**Work request:** Copy, from the data below, each line that has the word "Public".

[Stored items]
------
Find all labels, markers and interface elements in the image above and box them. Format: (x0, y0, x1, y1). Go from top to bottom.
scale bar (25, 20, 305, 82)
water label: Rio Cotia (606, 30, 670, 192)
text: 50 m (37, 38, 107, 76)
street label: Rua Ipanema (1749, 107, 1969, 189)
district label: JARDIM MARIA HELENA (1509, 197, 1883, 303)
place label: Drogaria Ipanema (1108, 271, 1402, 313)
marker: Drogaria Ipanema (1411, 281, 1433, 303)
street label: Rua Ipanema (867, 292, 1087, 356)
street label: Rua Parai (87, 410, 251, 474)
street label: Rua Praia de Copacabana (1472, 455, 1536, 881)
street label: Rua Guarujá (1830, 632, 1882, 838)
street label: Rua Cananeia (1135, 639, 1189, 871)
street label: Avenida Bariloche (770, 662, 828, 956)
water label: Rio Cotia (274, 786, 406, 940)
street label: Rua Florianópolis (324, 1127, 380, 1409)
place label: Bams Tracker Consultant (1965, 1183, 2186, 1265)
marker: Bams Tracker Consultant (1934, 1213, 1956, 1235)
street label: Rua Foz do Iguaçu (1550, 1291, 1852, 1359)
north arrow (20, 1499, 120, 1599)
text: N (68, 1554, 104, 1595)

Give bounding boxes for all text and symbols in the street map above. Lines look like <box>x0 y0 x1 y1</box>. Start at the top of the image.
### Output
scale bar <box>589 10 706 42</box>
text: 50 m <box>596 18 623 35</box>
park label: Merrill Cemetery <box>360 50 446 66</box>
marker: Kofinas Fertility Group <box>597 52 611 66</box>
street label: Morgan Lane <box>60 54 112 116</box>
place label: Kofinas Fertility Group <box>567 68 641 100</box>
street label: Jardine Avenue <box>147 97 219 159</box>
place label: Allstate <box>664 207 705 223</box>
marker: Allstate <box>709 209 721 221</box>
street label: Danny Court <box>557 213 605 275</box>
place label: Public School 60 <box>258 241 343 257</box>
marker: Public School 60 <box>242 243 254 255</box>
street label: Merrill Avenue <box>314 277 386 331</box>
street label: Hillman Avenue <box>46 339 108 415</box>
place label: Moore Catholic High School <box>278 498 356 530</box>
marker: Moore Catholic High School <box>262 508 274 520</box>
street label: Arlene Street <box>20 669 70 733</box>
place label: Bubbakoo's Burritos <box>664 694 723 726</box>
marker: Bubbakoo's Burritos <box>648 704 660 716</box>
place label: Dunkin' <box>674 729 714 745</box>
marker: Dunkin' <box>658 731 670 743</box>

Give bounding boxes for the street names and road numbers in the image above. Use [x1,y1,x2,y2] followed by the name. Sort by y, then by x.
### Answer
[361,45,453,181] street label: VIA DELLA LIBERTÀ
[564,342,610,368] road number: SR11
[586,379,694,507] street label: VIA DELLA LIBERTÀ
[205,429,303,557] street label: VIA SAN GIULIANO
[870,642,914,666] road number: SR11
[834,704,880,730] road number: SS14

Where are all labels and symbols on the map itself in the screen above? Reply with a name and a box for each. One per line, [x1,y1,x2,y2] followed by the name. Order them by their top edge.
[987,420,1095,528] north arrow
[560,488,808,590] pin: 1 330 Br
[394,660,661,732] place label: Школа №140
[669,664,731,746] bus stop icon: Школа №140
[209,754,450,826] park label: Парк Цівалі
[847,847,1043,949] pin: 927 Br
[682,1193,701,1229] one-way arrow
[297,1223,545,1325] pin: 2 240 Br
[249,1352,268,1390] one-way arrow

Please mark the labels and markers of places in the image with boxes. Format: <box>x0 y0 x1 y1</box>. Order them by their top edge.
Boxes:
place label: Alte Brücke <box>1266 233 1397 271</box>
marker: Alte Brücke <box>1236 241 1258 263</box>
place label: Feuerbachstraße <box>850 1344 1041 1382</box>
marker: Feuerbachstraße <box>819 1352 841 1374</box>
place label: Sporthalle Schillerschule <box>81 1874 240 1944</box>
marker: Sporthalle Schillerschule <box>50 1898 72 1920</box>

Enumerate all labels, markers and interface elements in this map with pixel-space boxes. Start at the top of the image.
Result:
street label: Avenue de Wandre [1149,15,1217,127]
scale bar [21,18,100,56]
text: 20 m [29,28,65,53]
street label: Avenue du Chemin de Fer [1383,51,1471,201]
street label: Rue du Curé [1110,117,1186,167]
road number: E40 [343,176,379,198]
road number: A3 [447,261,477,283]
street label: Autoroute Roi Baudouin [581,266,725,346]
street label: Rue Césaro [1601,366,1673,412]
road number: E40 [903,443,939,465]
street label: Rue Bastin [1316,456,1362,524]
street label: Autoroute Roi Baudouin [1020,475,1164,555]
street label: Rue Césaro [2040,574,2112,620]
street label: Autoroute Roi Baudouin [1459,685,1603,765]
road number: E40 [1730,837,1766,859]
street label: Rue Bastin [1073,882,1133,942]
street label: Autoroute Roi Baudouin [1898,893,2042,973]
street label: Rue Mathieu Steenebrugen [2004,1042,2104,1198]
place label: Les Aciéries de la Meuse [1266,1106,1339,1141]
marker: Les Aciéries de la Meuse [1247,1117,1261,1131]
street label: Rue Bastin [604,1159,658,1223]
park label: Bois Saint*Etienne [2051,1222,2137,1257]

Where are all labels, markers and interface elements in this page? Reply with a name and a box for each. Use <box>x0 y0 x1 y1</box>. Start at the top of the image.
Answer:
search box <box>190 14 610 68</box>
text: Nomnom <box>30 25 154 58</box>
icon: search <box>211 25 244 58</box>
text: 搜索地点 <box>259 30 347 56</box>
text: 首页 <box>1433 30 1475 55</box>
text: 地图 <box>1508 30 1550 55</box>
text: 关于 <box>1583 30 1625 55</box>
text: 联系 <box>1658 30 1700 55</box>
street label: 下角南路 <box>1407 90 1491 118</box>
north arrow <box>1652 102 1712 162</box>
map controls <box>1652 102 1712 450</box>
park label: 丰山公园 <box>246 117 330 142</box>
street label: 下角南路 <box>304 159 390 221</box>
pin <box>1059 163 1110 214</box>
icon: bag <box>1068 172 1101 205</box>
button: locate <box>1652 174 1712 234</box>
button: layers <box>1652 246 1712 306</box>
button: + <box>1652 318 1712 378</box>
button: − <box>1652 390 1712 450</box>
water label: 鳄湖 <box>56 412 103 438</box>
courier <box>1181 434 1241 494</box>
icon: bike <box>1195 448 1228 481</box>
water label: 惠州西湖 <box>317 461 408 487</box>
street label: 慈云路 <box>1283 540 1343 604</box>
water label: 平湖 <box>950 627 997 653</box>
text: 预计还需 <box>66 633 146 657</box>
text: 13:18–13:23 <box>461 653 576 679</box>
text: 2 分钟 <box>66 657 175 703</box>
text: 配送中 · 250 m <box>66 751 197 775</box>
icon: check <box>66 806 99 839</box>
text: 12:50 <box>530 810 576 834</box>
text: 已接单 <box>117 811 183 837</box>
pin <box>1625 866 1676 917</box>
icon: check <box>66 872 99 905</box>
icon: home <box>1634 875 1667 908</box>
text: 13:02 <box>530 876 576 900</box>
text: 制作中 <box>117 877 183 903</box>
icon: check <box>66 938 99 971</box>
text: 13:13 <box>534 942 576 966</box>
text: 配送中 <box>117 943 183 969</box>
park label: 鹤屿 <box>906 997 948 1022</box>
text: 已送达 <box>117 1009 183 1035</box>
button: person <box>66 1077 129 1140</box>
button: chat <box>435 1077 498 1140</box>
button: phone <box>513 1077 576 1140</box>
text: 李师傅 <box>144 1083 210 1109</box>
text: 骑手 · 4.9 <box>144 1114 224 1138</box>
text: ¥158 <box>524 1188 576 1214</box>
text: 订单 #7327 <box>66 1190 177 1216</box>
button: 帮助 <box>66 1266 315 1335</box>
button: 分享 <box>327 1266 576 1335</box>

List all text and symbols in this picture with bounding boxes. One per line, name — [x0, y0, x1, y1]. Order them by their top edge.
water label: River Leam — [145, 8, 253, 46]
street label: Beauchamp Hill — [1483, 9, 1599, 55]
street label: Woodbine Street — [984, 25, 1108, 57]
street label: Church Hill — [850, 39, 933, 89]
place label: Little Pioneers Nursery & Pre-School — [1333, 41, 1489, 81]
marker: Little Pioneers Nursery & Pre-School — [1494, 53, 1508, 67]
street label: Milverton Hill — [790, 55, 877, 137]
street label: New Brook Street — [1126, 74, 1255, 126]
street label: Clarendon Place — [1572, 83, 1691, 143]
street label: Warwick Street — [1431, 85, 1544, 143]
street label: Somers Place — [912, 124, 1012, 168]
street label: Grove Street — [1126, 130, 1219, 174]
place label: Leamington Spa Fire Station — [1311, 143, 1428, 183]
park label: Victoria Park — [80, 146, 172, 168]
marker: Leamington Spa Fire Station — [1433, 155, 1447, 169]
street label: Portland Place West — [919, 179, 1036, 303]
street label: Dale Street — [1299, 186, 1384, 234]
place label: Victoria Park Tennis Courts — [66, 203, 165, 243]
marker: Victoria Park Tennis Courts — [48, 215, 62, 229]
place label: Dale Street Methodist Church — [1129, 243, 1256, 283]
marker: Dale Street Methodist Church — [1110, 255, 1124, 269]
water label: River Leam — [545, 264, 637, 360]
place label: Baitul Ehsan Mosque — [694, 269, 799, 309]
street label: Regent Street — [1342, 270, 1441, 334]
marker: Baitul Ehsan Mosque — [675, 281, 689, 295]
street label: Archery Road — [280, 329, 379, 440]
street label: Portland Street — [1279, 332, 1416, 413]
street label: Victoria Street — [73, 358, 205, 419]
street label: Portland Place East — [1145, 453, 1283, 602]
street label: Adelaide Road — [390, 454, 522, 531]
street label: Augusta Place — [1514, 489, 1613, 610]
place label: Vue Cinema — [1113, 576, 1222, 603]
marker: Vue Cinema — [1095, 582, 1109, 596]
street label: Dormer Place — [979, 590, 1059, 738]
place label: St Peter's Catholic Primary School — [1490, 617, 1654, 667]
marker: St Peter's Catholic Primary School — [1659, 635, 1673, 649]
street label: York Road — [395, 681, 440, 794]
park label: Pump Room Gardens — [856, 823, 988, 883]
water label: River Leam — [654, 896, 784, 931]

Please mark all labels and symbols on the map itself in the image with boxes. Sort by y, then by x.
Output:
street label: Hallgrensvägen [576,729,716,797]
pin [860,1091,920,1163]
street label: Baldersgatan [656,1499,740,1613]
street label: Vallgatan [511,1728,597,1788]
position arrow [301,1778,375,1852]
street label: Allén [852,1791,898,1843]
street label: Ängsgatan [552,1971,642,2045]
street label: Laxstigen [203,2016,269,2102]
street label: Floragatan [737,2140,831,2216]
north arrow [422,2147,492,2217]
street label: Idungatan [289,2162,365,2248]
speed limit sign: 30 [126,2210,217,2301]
------
**Answer space:**
place label: Public School 60 <box>258 241 343 257</box>
marker: Public School 60 <box>242 243 254 255</box>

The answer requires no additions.